* **Stored data entries**
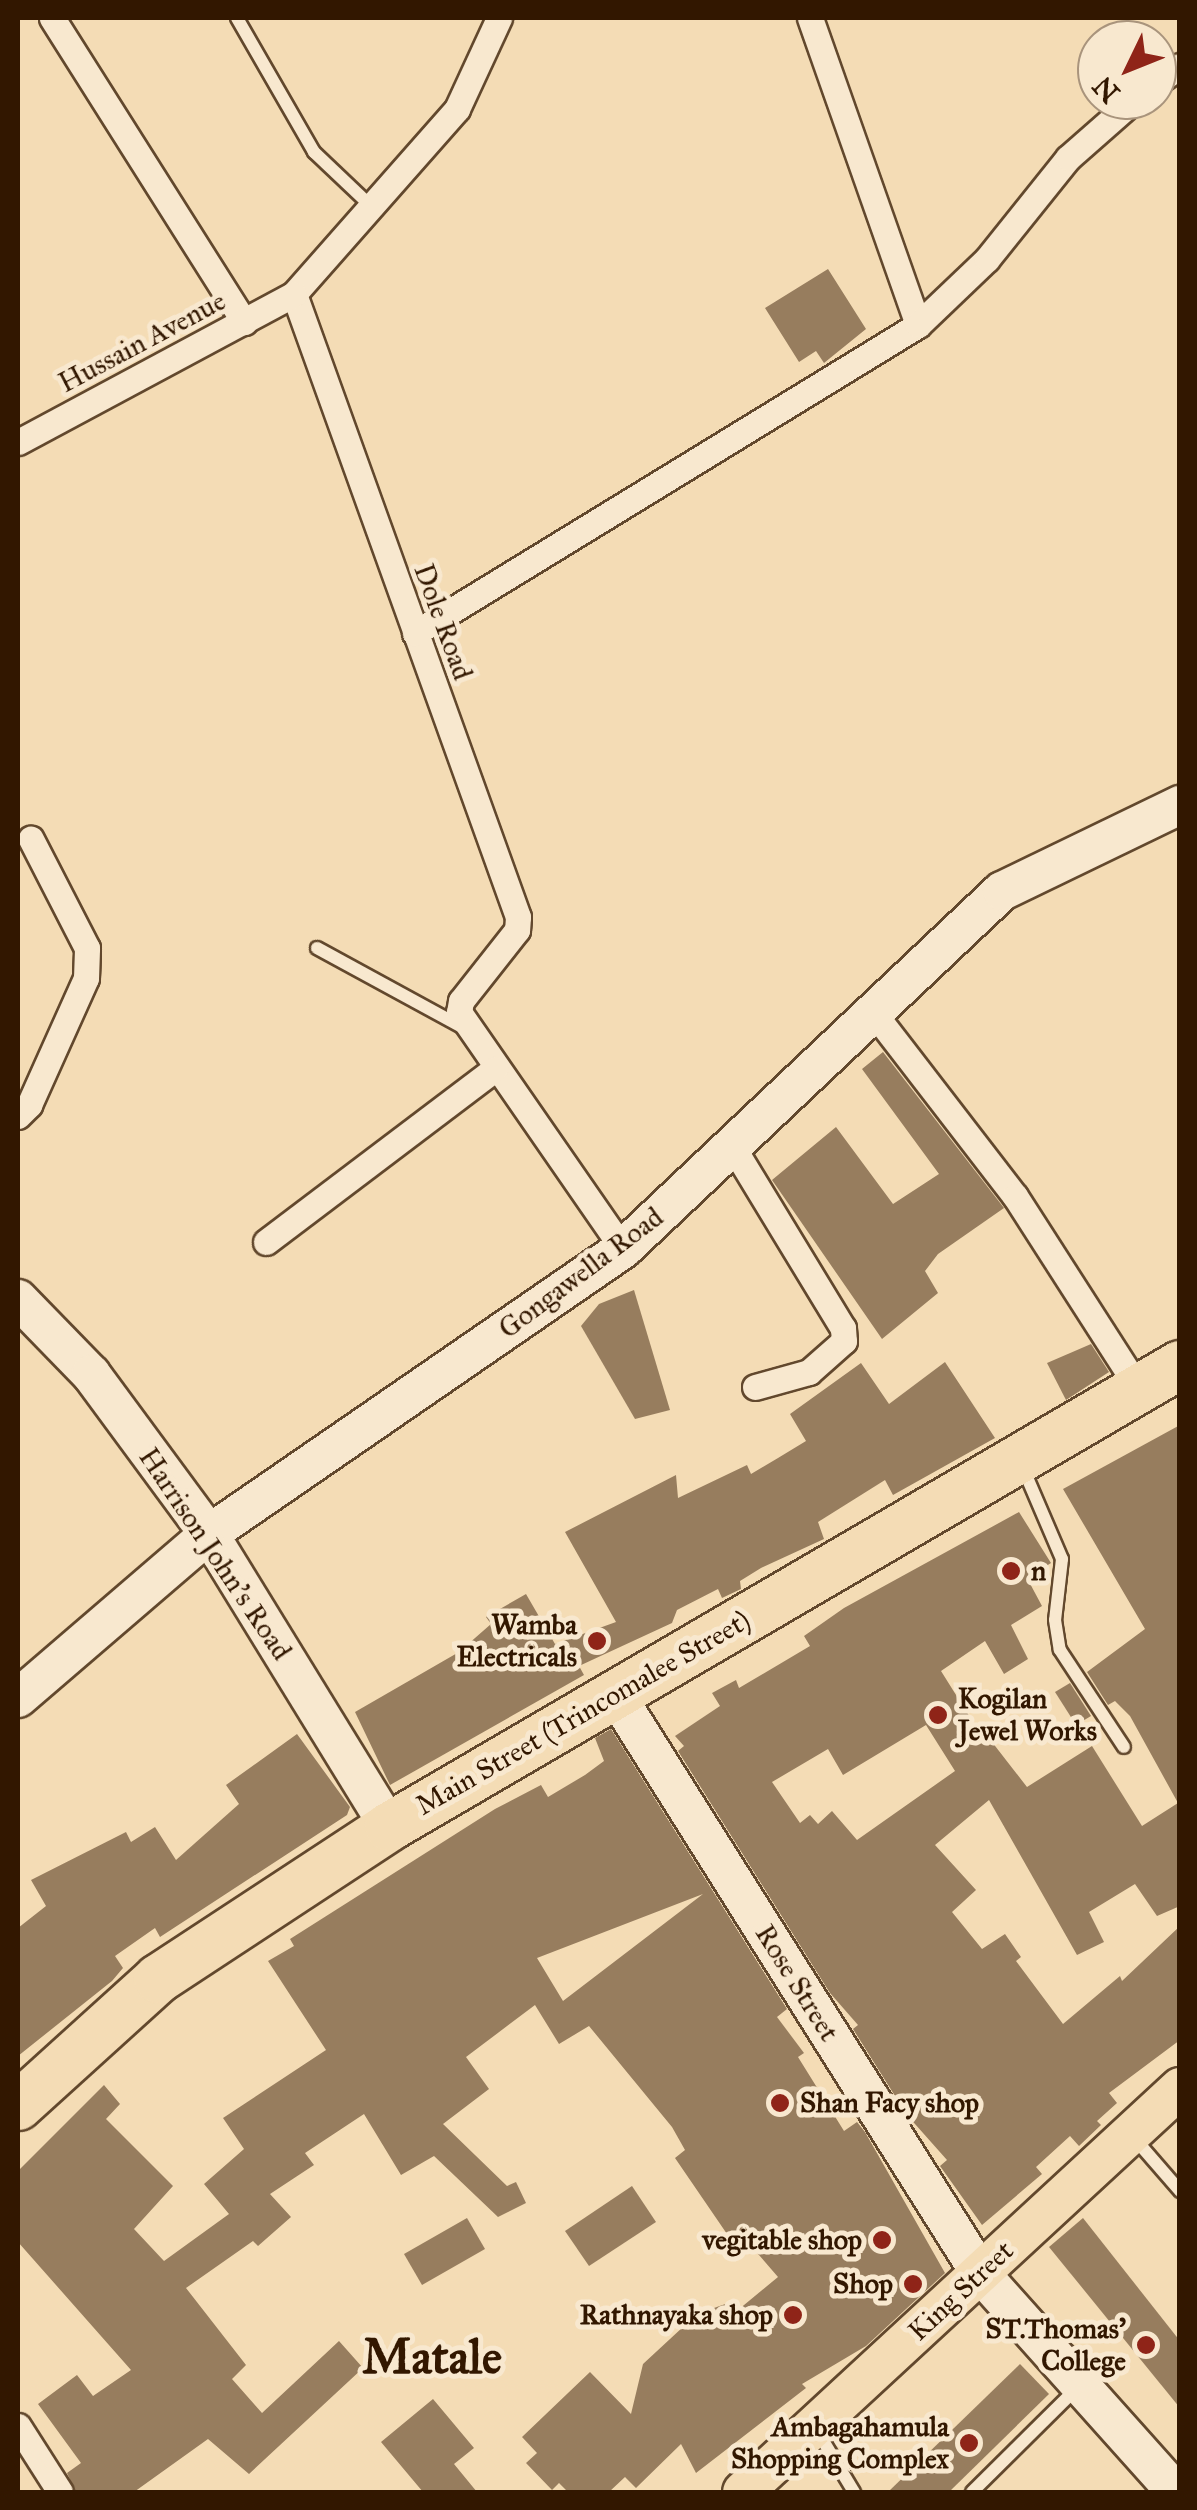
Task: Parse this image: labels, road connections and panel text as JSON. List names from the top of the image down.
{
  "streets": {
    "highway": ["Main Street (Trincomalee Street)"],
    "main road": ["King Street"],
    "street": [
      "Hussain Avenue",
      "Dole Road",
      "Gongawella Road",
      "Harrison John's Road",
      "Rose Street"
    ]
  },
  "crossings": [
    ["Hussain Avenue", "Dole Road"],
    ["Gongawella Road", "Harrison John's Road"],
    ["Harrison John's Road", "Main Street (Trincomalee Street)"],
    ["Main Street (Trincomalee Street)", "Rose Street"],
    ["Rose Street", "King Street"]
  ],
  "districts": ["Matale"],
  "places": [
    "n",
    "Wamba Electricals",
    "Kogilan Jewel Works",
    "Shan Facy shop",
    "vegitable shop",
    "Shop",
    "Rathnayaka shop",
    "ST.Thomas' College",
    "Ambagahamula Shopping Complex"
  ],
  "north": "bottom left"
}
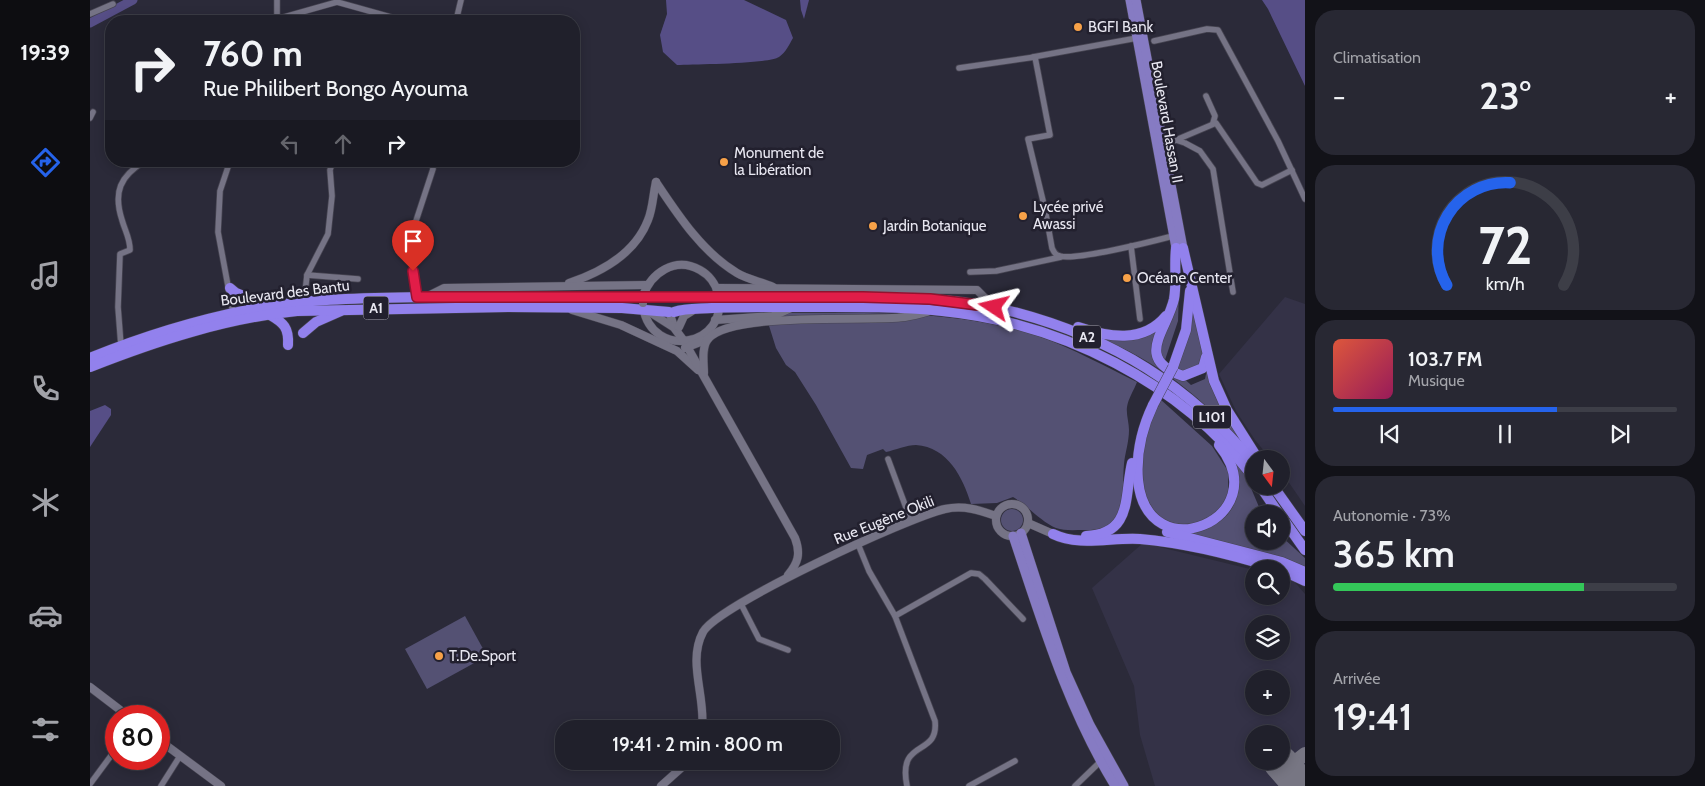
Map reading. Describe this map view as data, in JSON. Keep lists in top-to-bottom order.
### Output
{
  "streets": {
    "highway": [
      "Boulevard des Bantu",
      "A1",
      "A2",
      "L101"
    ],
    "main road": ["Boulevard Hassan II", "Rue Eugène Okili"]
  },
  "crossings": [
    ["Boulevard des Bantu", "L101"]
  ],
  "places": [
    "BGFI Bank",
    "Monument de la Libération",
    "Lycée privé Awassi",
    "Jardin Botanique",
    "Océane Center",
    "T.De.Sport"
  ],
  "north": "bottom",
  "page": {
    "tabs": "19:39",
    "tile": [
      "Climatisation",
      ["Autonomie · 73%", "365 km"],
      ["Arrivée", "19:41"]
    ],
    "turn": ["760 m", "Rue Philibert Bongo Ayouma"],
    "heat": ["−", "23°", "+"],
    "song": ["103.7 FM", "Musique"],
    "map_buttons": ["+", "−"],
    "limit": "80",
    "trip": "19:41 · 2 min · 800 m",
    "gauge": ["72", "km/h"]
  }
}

* **YOUR GOAL**
Among the lines above, return those that hold the word "highway".

* **EXERCISE OUTPUT**
    "highway": ["Main Street (Trincomalee Street)"],
    "highway": [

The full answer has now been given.